New Activism is Needed
A speech by Uri Ayalon for the Summer University, Tamera, 2008
I want to share with you some thoughts about my life as a peace worker in training. The anger at injustice was seeded in my heart when I was a child. My parents told me that all the human beings are equals and that we have to share all that we have with everyone. But I couldn't understand why other people lived in the streets while we lived in a comfortable house. I became a little bit older and my parents warned me that if I tried any kind of drug, I'd end up being a junky. But I couldn't understand how that fit together with their own addictions like cigarettes, coffee and shopping.
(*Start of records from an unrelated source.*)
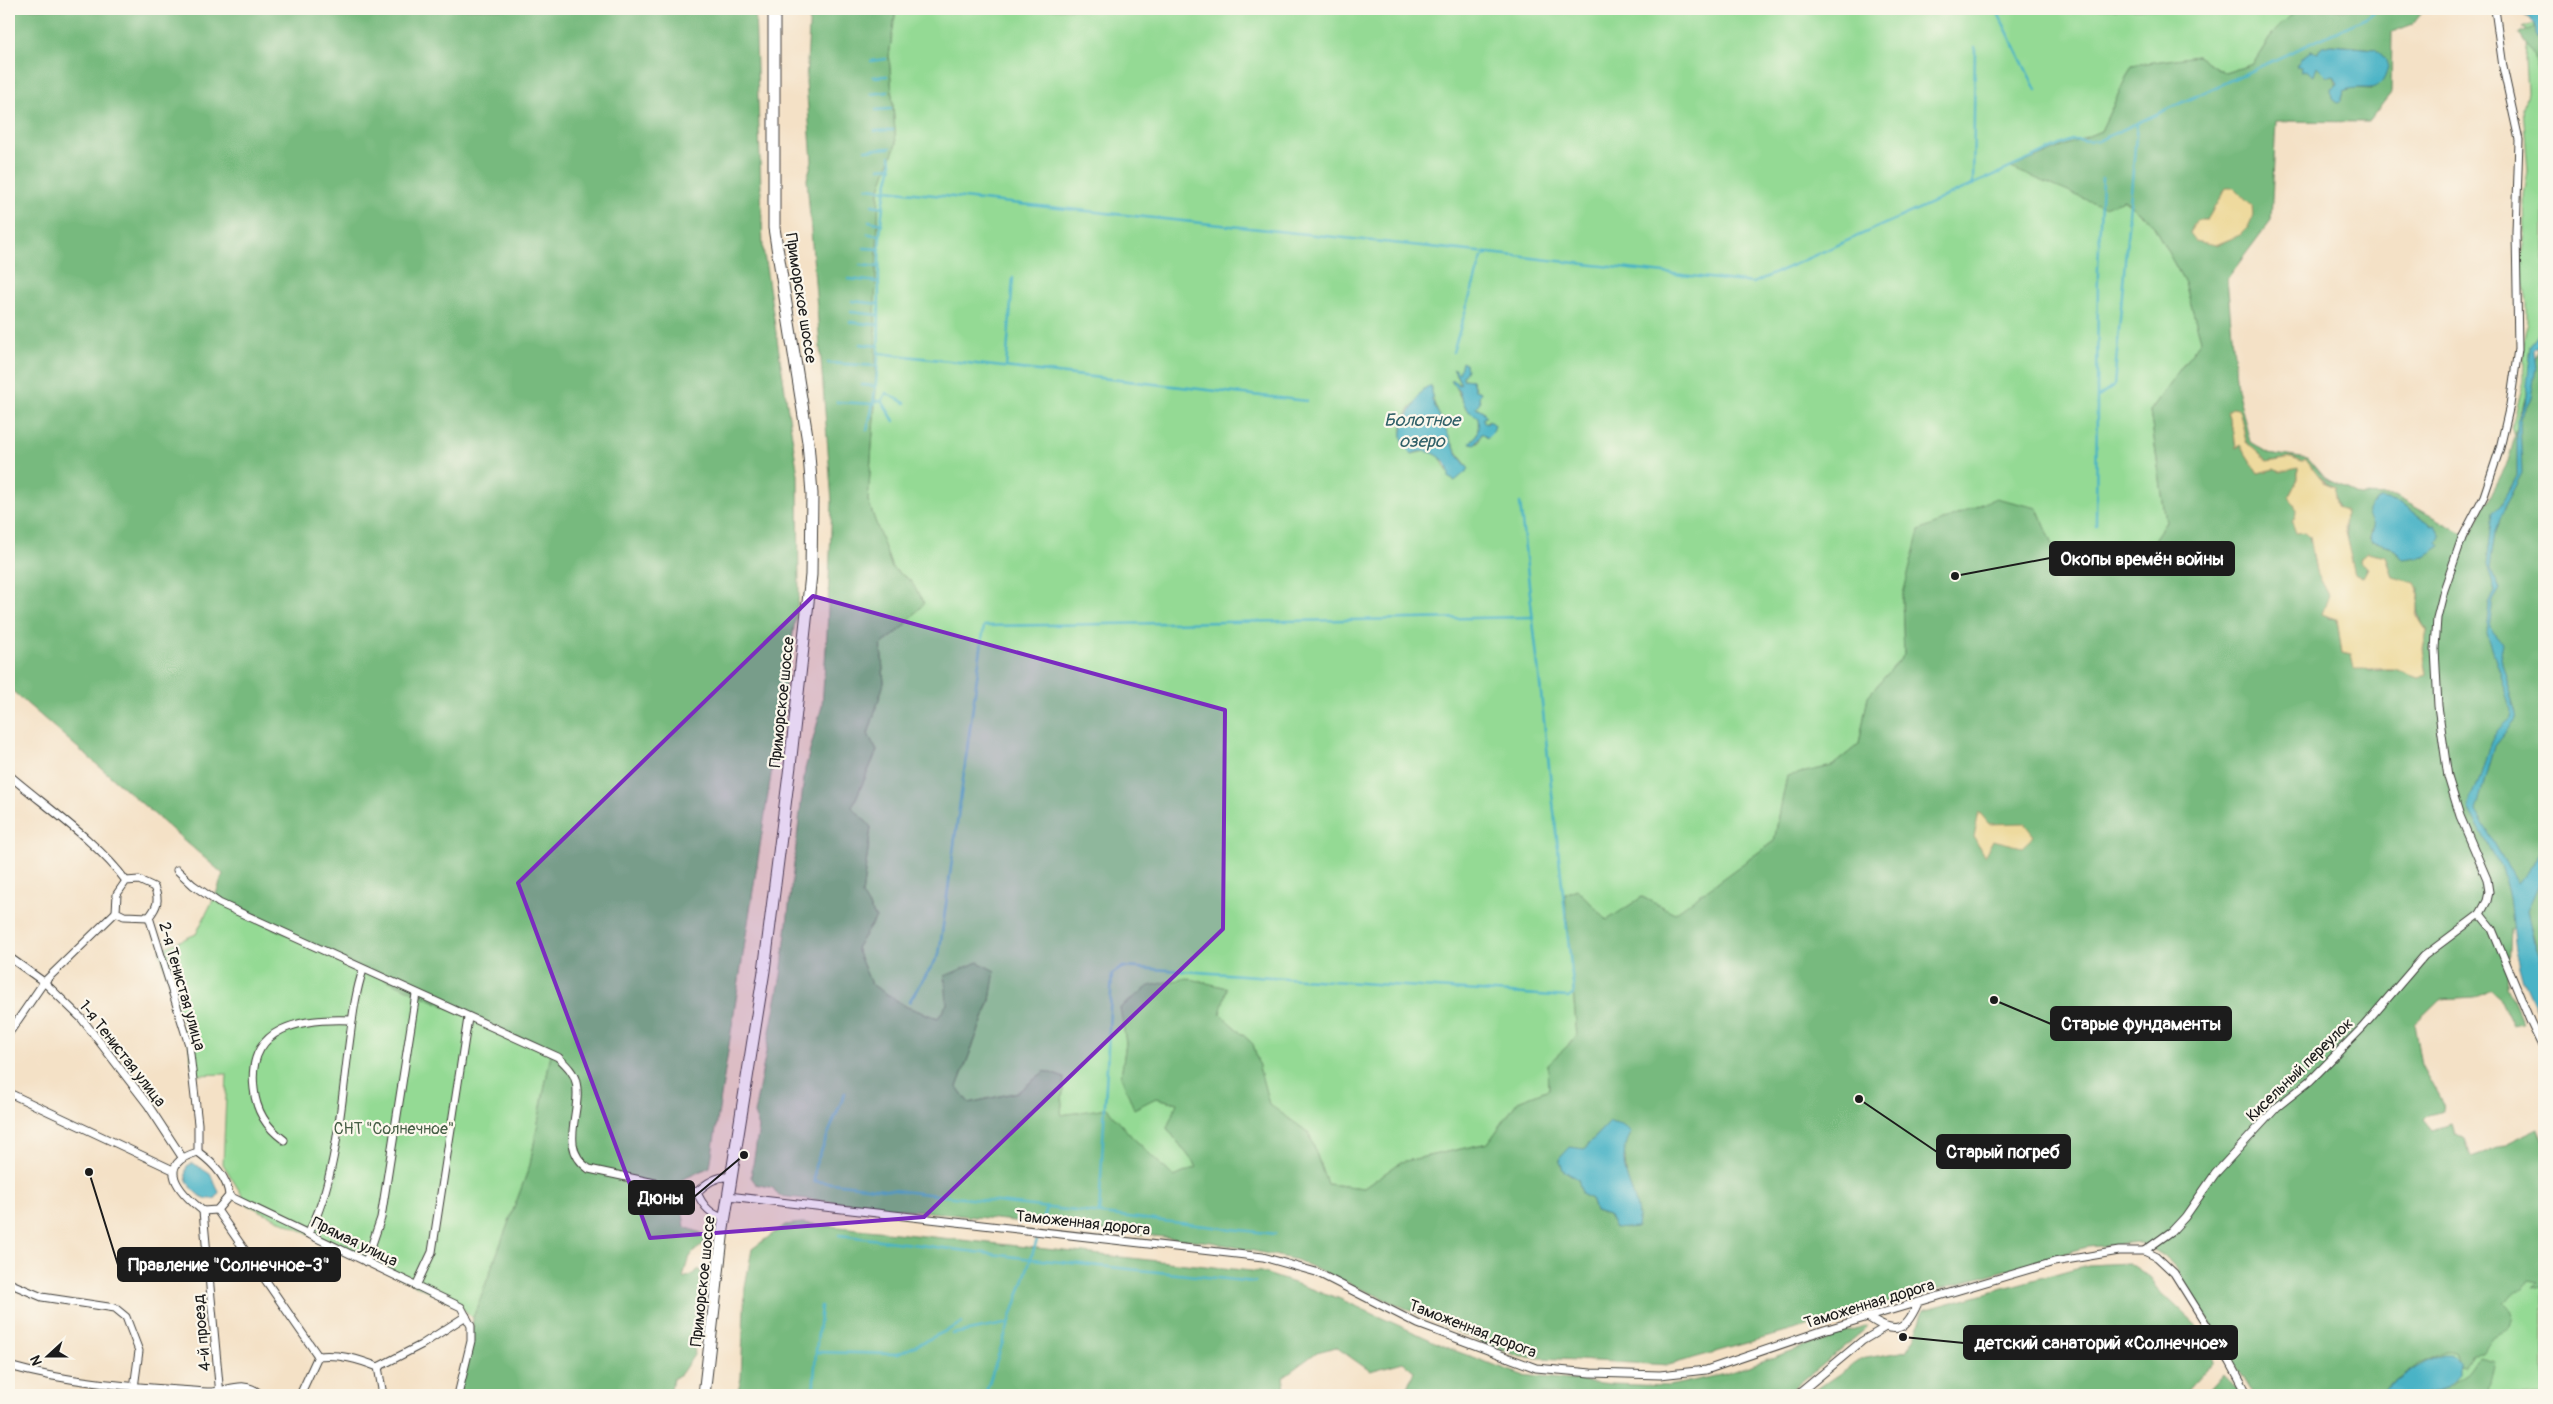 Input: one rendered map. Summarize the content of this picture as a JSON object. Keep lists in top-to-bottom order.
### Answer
{
  "streets": {
    "main road": ["Приморское шоссе"],
    "street": [
      "2-я Тенистая улица",
      "1-я Тенистая улица",
      "Кисельный переулок",
      "Таможенная дорога",
      "Прямая улица",
      "4-й проезд"
    ]
  },
  "crossings": [
    ["Приморское шоссе", "Таможенная дорога"],
    ["2-я Тенистая улица", "1-я Тенистая улица"],
    ["2-я Тенистая улица", "Прямая улица"],
    ["2-я Тенистая улица", "4-й проезд"],
    ["1-я Тенистая улица", "Прямая улица"],
    ["1-я Тенистая улица", "4-й проезд"],
    ["Кисельный переулок", "Таможенная дорога"],
    ["Прямая улица", "4-й проезд"]
  ],
  "water": ["Болотное озеро"],
  "parks": ["СНТ \"Солнечное\""],
  "places": [
    "Окопы времён войны",
    "Старые фундаменты",
    "Старый погреб",
    "Дюны",
    "Правление \"Солнечное-3\"",
    "детский санаторий «Солнечное»"
  ],
  "north": "left"
}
My parents taught me to love animals; but they also taught me how to eat them. When I asked my parents about sexuality, they said that, "sex is a beautiful thing that you should have only with your wife who will be the love of your life." But when all the family would watch "Dynasty" together [a masterpiece TV melodrama], they put their hands over my eyes whenever there was an erotic scene on the screen.
My parents taught me to pray for peace. But they also taught me that I should go into the army to protect my country and to fight my enemies -- the Arabs. When I asked my parents about who was here, in the holy land, before the state of Israel was established, they answered: "No one." But when I read some history books, I realized that this land was settled hundreds of years before mostly by Palestinian farmers.
I'm thankful and grateful to my parents and for all the things they gave me - among them my life. I believed my parents when they told me there is no justice in this world. But somehow this thought didn't damage my belief that I should and can change that. On the contrary, since my childhood I could feel my responsibility to the whole planet to which I'm deeply connected. I knew that no one is happy until every one is happy; no one is free until every one is free.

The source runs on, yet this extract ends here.